(Saved data entries)
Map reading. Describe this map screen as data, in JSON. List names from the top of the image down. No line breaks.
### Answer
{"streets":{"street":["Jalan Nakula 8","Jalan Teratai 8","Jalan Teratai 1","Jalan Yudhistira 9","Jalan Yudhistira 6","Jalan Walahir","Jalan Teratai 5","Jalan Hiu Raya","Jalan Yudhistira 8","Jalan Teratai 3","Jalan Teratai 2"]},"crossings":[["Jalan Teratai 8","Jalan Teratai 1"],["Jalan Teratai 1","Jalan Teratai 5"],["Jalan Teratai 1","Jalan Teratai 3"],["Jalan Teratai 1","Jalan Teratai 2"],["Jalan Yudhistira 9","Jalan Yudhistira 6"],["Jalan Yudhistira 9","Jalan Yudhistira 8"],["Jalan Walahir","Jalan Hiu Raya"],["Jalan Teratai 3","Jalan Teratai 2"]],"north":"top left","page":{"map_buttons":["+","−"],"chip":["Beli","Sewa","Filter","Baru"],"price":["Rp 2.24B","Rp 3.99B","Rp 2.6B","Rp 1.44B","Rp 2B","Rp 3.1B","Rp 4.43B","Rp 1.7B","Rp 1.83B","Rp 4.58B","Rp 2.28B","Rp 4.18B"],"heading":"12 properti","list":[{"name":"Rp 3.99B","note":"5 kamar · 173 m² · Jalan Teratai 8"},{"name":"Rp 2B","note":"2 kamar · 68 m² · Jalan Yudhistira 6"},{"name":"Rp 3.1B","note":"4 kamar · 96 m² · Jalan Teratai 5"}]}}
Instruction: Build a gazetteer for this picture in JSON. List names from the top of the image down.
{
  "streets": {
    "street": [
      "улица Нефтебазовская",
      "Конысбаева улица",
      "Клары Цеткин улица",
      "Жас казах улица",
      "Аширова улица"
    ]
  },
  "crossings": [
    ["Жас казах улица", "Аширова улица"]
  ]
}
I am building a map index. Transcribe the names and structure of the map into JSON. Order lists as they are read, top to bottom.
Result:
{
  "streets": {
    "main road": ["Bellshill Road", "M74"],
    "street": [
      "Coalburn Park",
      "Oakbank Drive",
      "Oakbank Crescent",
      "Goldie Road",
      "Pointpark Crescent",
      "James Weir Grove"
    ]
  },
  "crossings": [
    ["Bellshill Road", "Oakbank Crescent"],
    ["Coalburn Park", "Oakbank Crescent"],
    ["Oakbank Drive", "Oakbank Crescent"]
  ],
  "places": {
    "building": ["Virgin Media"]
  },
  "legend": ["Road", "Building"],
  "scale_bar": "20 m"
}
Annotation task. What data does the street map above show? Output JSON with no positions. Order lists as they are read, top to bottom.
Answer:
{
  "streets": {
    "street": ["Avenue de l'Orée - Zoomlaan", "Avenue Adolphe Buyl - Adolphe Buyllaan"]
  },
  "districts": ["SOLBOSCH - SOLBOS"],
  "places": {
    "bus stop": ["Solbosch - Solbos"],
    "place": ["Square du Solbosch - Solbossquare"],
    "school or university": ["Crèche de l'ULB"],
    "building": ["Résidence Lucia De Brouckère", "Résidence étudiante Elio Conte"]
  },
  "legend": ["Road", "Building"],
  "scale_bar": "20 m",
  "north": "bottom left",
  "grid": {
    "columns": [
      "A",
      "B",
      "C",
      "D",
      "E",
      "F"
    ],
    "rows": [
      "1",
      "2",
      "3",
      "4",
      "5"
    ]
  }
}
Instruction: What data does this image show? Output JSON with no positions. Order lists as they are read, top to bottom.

**EXERCISE**
Please determine how many lines of the records above contain "with", and state that number only.

**OUTPUT BELOW**
2